» **WORK TO COMPLETE**
A faithful copy is required of the lines from the top of the entries through the line that contains "2px #887455) drop-shadow(0", both included, with no pictures.

** PROVIDED RECORDS follows **

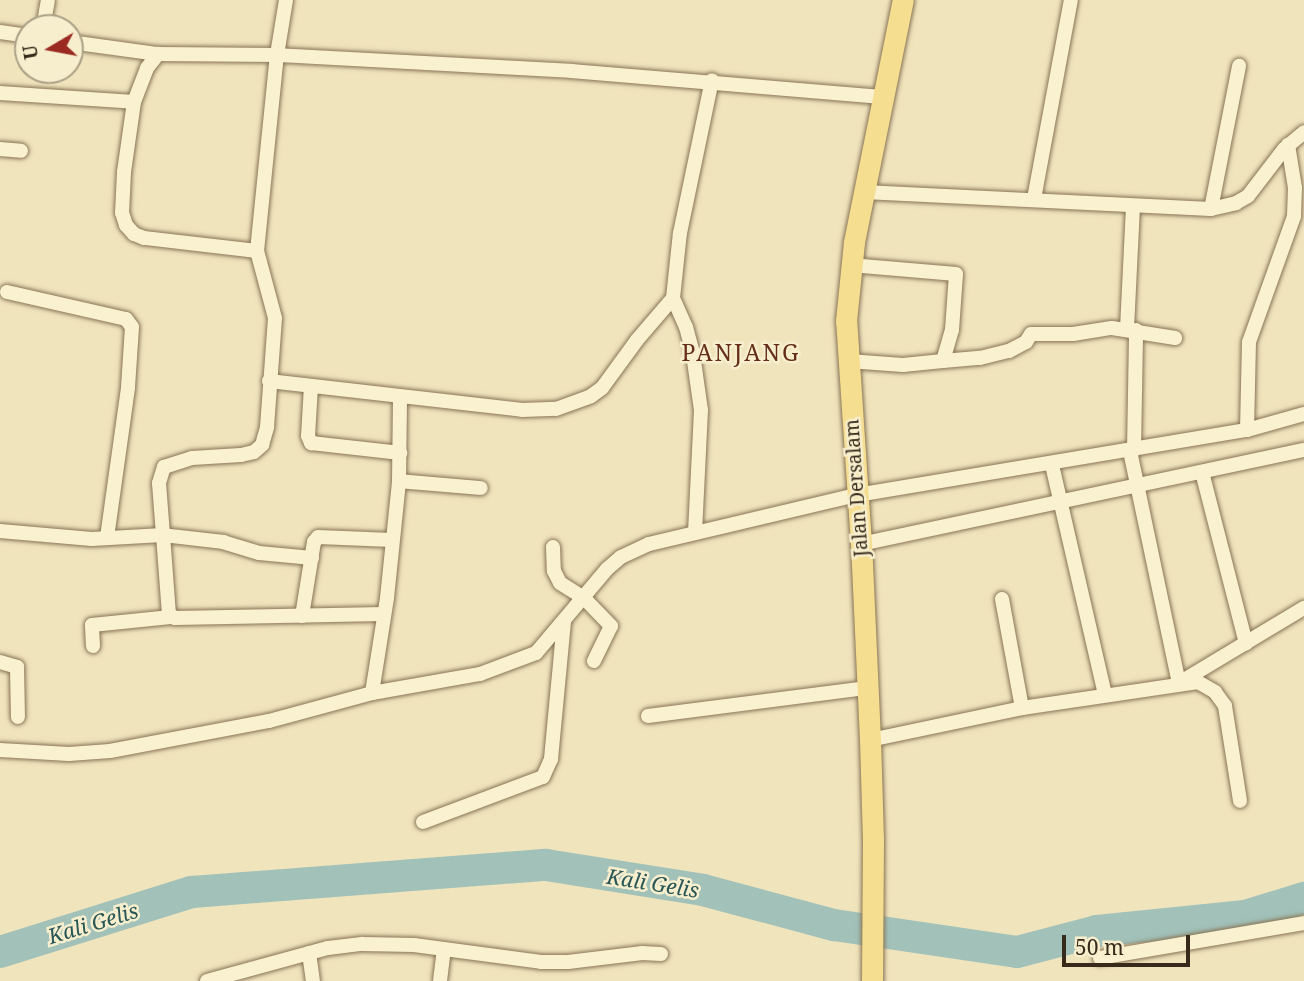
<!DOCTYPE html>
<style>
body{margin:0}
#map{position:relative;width:1304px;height:981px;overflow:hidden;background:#f0e4bd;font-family:"Noto Serif",serif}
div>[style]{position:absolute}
.river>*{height:32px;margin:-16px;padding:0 16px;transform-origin:16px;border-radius:16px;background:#a1c1b9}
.roads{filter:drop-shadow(0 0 2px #887455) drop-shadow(0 0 2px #887455)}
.street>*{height:14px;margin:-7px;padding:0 7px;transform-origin:7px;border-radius:7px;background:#faf1d0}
.primary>*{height:21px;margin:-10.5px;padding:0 10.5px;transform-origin:10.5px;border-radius:10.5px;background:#f6de91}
span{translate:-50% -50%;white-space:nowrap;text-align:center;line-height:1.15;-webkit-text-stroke:5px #f7eecd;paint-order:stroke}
.street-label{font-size:19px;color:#372a1b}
.water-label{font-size:21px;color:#295757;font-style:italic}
.quarter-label{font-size:23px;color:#652e18;letter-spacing:2px}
.north{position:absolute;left:14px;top:14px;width:70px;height:70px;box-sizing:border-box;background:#f7eecd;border:2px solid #aaa086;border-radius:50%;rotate:260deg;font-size:19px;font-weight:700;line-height:28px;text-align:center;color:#372a1b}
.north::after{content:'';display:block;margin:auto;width:24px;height:32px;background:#9a2a22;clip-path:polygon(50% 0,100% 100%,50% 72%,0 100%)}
.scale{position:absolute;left:1062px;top:935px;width:128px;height:32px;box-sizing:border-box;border:4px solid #372a1b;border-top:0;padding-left:9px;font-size:21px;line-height:24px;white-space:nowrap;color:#372a1b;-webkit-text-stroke:5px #f7eecd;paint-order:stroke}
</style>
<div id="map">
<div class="river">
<div style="left:0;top:952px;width:201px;rotate:-17.4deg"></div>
<div style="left:192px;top:892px;width:355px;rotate:-4.4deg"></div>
<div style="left:546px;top:865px;width:159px;rotate:9deg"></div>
<div style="left:703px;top:890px;width:136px;rotate:15deg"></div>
<div style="left:834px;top:925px;width:185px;rotate:8.4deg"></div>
<div style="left:1017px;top:952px;width:83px;rotate:-14.7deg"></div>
<div style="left:1097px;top:931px;width:149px;rotate:-5.8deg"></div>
<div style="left:1245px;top:916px;width:62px;rotate:-17deg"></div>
</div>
<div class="roads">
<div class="street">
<div style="left:43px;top:28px;width:28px;rotate:-80deg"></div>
<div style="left:0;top:32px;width:28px;rotate:8deg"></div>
<div style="left:70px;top:42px;width:89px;rotate:7.8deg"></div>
<div style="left:0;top:93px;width:134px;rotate:3.8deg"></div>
<div style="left:0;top:149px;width:21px;rotate:5deg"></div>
<div style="left:864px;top:192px;width:347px;rotate:2.8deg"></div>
<div style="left:1211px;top:209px;width:26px;rotate:-13deg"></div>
<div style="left:1236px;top:203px;width:14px;rotate:-30deg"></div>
<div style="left:1248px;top:196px;width:59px;rotate:-52.5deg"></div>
<div style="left:1284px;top:149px;width:26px;rotate:-40deg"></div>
<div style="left:1034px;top:199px;width:202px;rotate:-79.5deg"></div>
<div style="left:1211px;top:209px;width:146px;rotate:-78.9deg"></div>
<div style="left:257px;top:251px;width:114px;rotate:-173.4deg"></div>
<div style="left:144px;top:238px;width:11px;rotate:-158deg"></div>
<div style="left:134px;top:234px;width:12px;rotate:-132deg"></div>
<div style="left:126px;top:225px;width:13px;rotate:-108deg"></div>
<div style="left:122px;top:213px;width:41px;rotate:-87.2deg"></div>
<div style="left:124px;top:172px;width:71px;rotate:-81.9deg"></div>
<div style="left:134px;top:102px;width:36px;rotate:-69deg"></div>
<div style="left:147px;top:68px;width:18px;rotate:-52deg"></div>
<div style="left:158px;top:54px;width:119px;rotate:0.5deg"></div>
<div style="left:277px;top:55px;width:295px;rotate:3.1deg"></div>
<div style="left:572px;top:71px;width:313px;rotate:4.8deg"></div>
<div style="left:7px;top:292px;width:122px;rotate:12.8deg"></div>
<div style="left:126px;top:319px;width:10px;rotate:53deg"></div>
<div style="left:132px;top:327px;width:61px;rotate:93.8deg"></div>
<div style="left:128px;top:388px;width:151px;rotate:98deg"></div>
<div style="left:673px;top:298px;width:32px;rotate:66deg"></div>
<div style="left:686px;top:327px;width:28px;rotate:75deg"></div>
<div style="left:693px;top:354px;width:57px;rotate:81.9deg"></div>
<div style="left:701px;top:410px;width:121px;rotate:92.8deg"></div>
<div style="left:1127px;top:329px;width:123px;rotate:-87.2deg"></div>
<div style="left:848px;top:361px;width:55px;rotate:4.2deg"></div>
<div style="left:903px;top:365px;width:40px;rotate:-5.7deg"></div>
<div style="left:943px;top:361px;width:32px;rotate:-74deg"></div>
<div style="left:952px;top:330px;width:56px;rotate:-85.9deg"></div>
<div style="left:956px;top:274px;width:106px;rotate:-175.1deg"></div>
<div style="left:943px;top:361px;width:37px;rotate:-5deg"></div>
<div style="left:980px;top:358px;width:30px;rotate:-14deg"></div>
<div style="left:1009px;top:351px;width:19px;rotate:-28deg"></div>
<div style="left:1026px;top:342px;width:9px;rotate:-58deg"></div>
<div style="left:1031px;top:334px;width:42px"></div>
<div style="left:1073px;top:334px;width:39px;rotate:-9deg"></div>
<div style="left:1112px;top:328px;width:64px;rotate:9deg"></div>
<div style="left:269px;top:381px;width:255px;rotate:6.5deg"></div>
<div style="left:522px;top:410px;width:34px;rotate:-2deg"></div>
<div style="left:556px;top:409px;width:37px;rotate:-20deg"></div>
<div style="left:591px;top:396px;width:14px;rotate:-36deg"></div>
<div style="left:602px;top:388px;width:59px;rotate:-53.9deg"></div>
<div style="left:637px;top:340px;width:55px;rotate:-49.4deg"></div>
<div style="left:673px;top:298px;width:65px;rotate:-83.9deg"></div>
<div style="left:680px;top:233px;width:156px;rotate:-78.2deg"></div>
<div style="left:311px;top:386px;width:50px;rotate:93.4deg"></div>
<div style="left:308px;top:436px;width:8px;rotate:67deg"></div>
<div style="left:311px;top:443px;width:90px;rotate:6.4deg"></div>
<div style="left:1247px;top:430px;width:88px;rotate:-88.7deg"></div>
<div style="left:1249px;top:342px;width:134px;rotate:-70.3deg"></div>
<div style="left:1294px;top:216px;width:28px;rotate:-88deg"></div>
<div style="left:1295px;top:188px;width:44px;rotate:-99.2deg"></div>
<div style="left:1134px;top:450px;width:120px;rotate:-89deg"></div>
<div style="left:1130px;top:451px;width:237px;rotate:78.1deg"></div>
<div style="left:1179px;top:683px;width:146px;rotate:-31deg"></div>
<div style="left:1052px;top:465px;width:236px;rotate:77deg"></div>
<div style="left:1202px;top:472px;width:177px;rotate:75.6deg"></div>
<div style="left:399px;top:481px;width:82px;rotate:4.9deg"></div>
<div style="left:0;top:531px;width:92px;rotate:5deg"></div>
<div style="left:92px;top:539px;width:71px;rotate:-3.2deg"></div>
<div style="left:163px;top:535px;width:52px;rotate:-94.4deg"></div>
<div style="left:159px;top:483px;width:17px;rotate:-73deg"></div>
<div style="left:164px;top:467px;width:29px;rotate:-18deg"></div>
<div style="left:192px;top:458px;width:49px;rotate:-3.5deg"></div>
<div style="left:241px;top:455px;width:13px;rotate:-13deg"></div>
<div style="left:254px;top:452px;width:11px;rotate:-41deg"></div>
<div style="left:262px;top:445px;width:19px;rotate:-74deg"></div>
<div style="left:267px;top:427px;width:109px;rotate:-85.8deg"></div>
<div style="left:275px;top:318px;width:69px;rotate:-105deg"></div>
<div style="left:257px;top:251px;width:197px;rotate:-84.2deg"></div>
<div style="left:277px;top:55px;width:56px;rotate:-80.7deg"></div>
<div style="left:861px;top:544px;width:453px;rotate:-12deg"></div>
<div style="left:553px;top:547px;width:24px;rotate:88deg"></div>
<div style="left:554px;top:571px;width:13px;rotate:63deg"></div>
<div style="left:560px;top:583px;width:28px;rotate:32deg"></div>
<div style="left:584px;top:598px;width:39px;rotate:46deg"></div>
<div style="left:611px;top:626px;width:39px;rotate:116deg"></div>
<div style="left:312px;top:558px;width:53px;rotate:-174.6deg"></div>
<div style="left:259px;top:553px;width:37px;rotate:-163deg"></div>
<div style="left:224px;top:542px;width:61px;rotate:-173.5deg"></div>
<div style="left:163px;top:535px;width:79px;rotate:85.7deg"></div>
<div style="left:169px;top:614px;width:7px;rotate:34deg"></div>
<div style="left:175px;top:618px;width:209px;rotate:-1.1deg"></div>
<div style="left:1002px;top:599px;width:111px;rotate:79.6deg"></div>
<div style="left:302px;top:616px;width:75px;rotate:-80.8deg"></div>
<div style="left:314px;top:542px;width:6px;rotate:-51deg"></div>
<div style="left:318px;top:537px;width:74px;rotate:2.3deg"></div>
<div style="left:93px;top:646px;width:21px;rotate:-93deg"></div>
<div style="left:92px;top:625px;width:79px;rotate:-5.8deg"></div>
<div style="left:0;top:662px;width:18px;rotate:16deg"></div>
<div style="left:17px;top:667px;width:50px;rotate:88.9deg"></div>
<div style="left:372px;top:693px;width:96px;rotate:-81deg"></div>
<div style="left:387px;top:598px;width:118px;rotate:-84.1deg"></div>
<div style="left:399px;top:481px;width:83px;rotate:-89.3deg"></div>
<div style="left:648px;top:716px;width:221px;rotate:-7.3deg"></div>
<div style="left:870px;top:740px;width:155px;rotate:-11.9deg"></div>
<div style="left:1022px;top:708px;width:178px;rotate:-8.4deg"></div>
<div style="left:1198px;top:682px;width:20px;rotate:30deg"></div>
<div style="left:1215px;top:692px;width:17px;rotate:54deg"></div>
<div style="left:1225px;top:706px;width:96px;rotate:81deg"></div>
<div style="left:0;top:750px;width:69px;rotate:3.3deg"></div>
<div style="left:69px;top:754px;width:41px;rotate:-4.2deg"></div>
<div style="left:110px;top:751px;width:162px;rotate:-10.7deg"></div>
<div style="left:269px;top:721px;width:107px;rotate:-15.2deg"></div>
<div style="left:372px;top:693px;width:110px;rotate:-10deg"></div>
<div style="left:480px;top:674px;width:60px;rotate:-20.6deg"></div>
<div style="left:536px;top:653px;width:110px;rotate:-49.8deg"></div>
<div style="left:607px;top:569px;width:18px;rotate:-41deg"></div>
<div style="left:621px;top:557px;width:31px;rotate:-25deg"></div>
<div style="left:649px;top:544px;width:214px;rotate:-13.3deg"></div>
<div style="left:857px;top:495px;width:395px;rotate:-9.5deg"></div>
<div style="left:1247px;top:430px;width:59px;rotate:-15.7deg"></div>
<div style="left:423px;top:822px;width:128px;rotate:-20.6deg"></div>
<div style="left:543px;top:777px;width:20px;rotate:-66deg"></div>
<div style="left:551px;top:759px;width:138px;rotate:-84.6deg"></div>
<div style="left:309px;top:953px;width:28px;rotate:82deg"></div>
<div style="left:1100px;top:958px;width:207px;rotate:-9.7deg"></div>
<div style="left:207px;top:981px;width:125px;rotate:-15.3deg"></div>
<div style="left:328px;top:948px;width:34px;rotate:-7deg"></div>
<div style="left:362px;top:944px;width:52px;rotate:1.1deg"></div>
<div style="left:414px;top:945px;width:128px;rotate:7.6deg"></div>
<div style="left:541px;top:962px;width:27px"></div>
<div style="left:568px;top:962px;width:75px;rotate:-6.9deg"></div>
<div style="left:642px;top:953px;width:19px;rotate:3deg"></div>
<div style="left:440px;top:981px;width:32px;rotate:-83deg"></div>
</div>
<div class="primary">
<div style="left:872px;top:981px;width:141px;rotate:-89.6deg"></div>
<div style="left:873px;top:840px;width:100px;rotate:-91.7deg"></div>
<div style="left:870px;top:740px;width:196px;rotate:-92.6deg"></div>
<div style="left:861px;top:544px;width:224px;rotate:-93.8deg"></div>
<div style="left:846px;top:321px;width:79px;rotate:-84.2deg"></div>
<div style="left:854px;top:242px;width:247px;rotate:-78.6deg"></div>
</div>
</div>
<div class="street-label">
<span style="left:857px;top:488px;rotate:-94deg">Jalan Dersalam</span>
</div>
<div class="water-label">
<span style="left:653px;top:883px;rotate:9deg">Kali Gelis</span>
<span style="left:93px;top:923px;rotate:-17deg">Kali Gelis</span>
</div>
<div class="quarter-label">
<span style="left:741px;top:352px">PANJANG</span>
</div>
<div class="north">U</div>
<div class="scale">50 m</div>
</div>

** End of PROVIDED RECORDS **

» **ANSWER BOX**
<!DOCTYPE html>
<style>
body{margin:0}
#map{position:relative;width:1304px;height:981px;overflow:hidden;background:#f0e4bd;font-family:"Noto Serif",serif}
div>[style]{position:absolute}
.river>*{height:32px;margin:-16px;padding:0 16px;transform-origin:16px;border-radius:16px;background:#a1c1b9}
.roads{filter:drop-shadow(0 0 2px #887455) drop-shadow(0 0 2px #887455)}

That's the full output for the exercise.